Wyrok Sądu Apelacyjnego zaskarżyli w całości skargą kasacyjną pozwani, zarzucając naruszenie art. 217 § 2 w związku z art. 227 k.p.c., art. 381 k.p.c., art. 382 k.p.c. i art. 378 k.p.c., a także art. 232 zdanie drugie w związku z art. 391 k.p.c. Na tej podstawie wnieśli o uchylenie zaskarżonego orzeczenia i przekazanie sprawy do ponownego rozpoznania Sądowi Apelacyjnemu w S..

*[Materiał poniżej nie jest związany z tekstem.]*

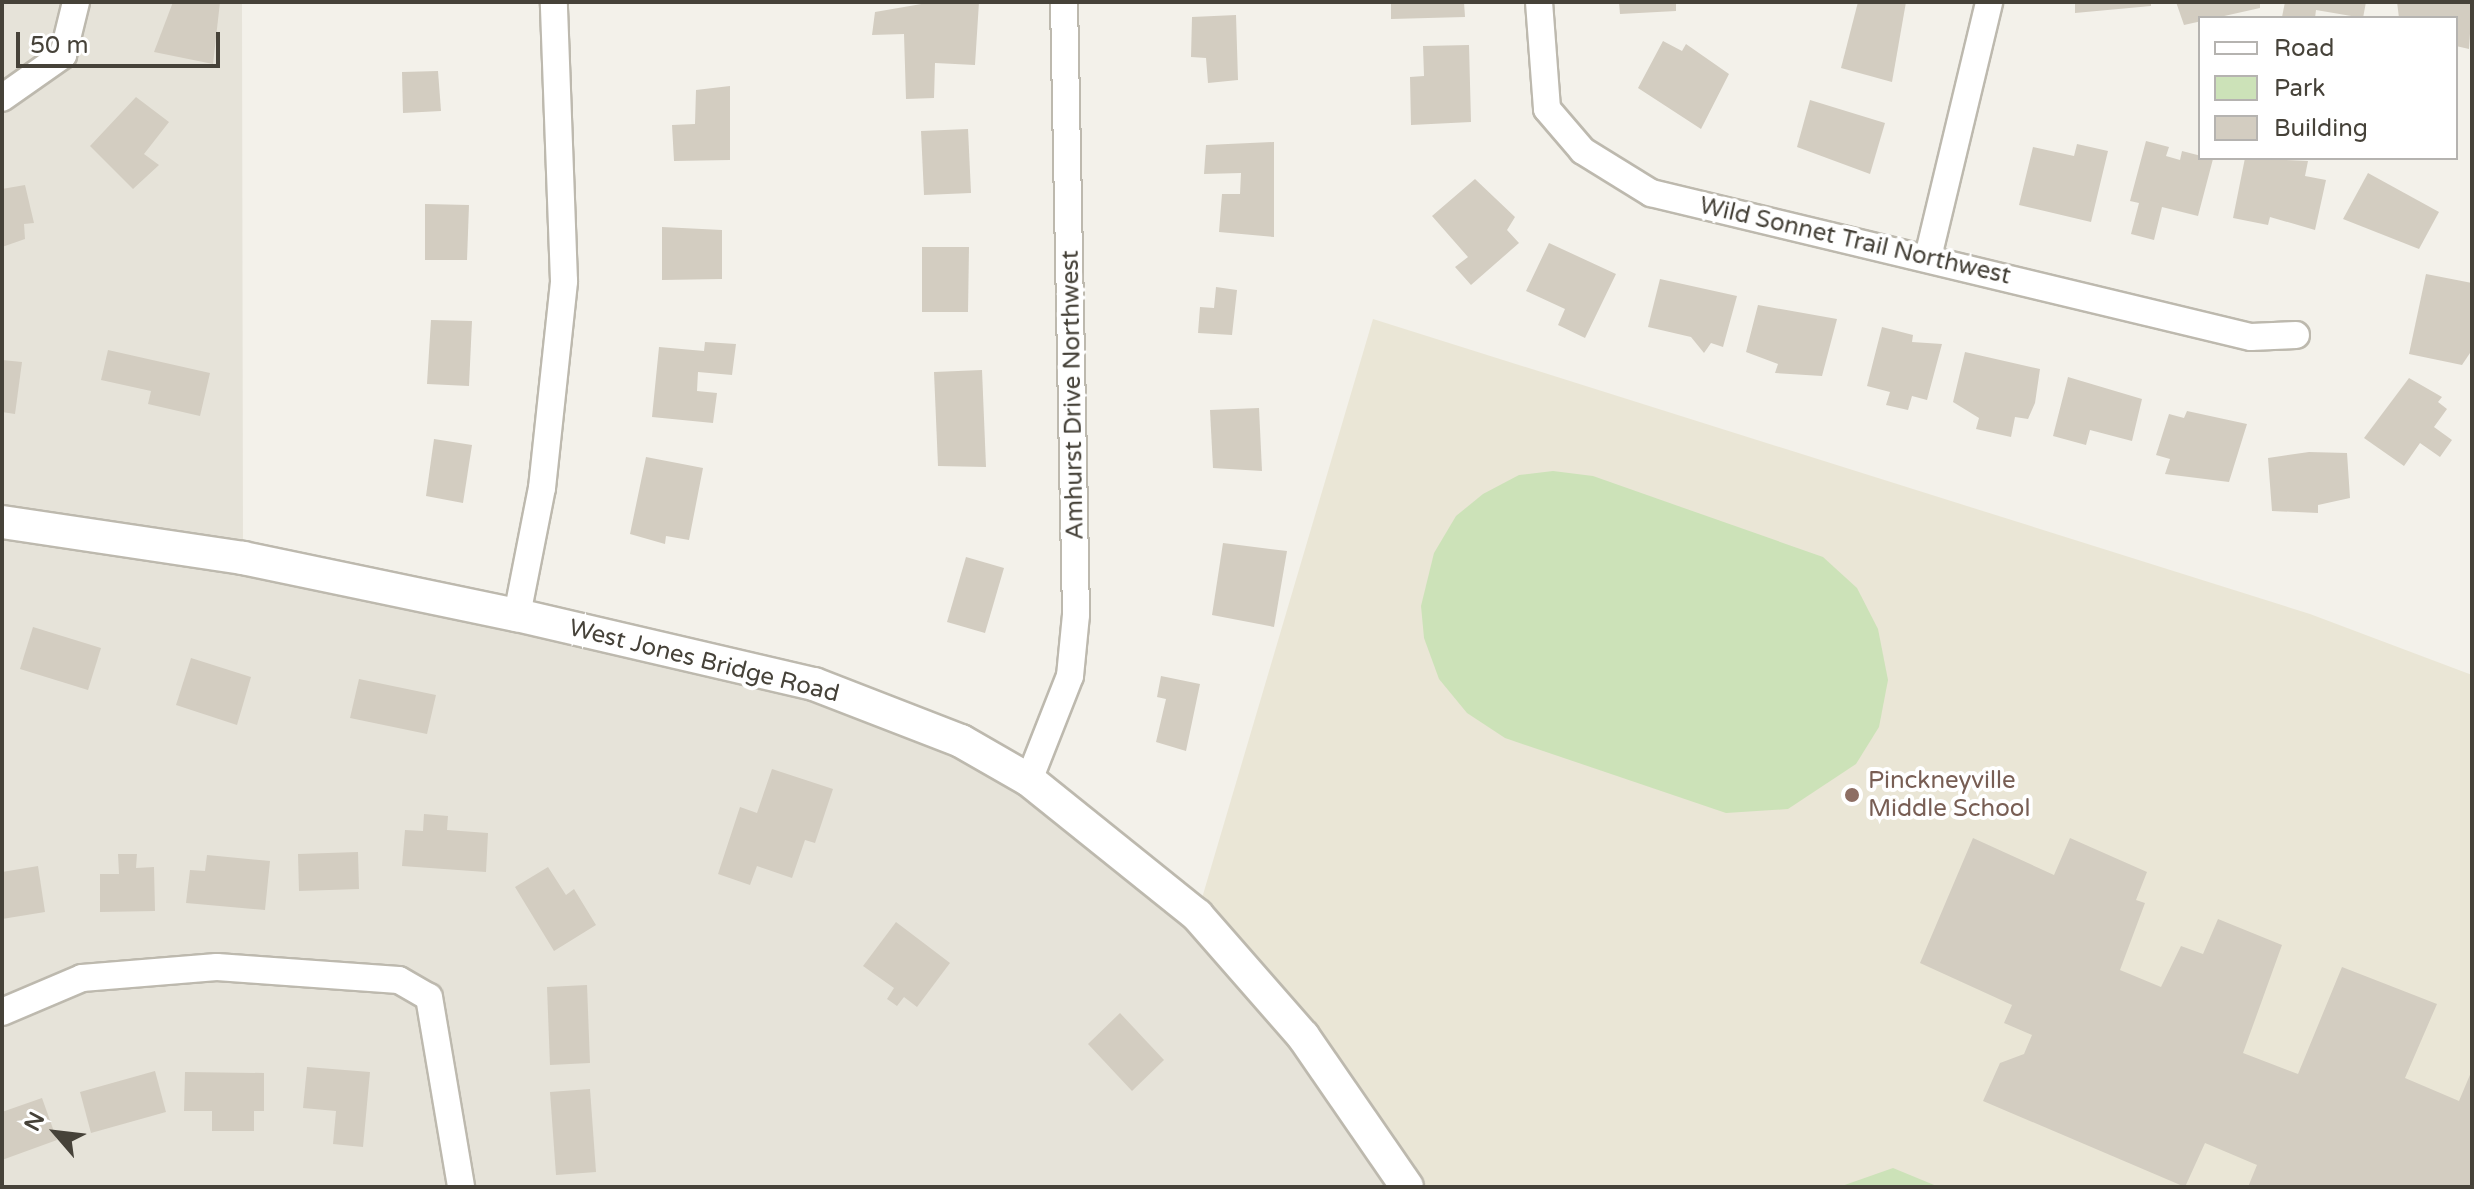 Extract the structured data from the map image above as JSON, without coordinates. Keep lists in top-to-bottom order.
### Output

Sąd Najwyższy zważył, co następuje:
Właściwe funkcjonowanie wymiaru sprawiedliwości zależy nie tylko od trafności rozstrzygnięć sądowych, lecz także od tego, aby ochrona prawna była udzielana w możliwie najkrótszym czasie. Współczesny standard konstytucyjny i międzynarodowy wymaga, aby rozstrzygnięcie sprawy nastąpiło bez nieuzasadnionej zwłoki (art. 45 ust. 1 Konstytucji RP, art. 6 ust. 1 Konwencji o Ochronie Praw Człowieka i Podstawowych Wolności, sporządzonej w Rzymie, dnia 4 listopada 1950 r., Dz. U. z 1993 r., nr 61, poz. 284). Konieczność realizacji tego standardu należy uważać nie tylko za źródło obowiązków sądu, jako organu prowadzącego postępowanie, lecz także stron, których sposób korzystania z uprawnień procesowych nie pozostaje, co oczywiste, bez wpływu na sprawność postępowania.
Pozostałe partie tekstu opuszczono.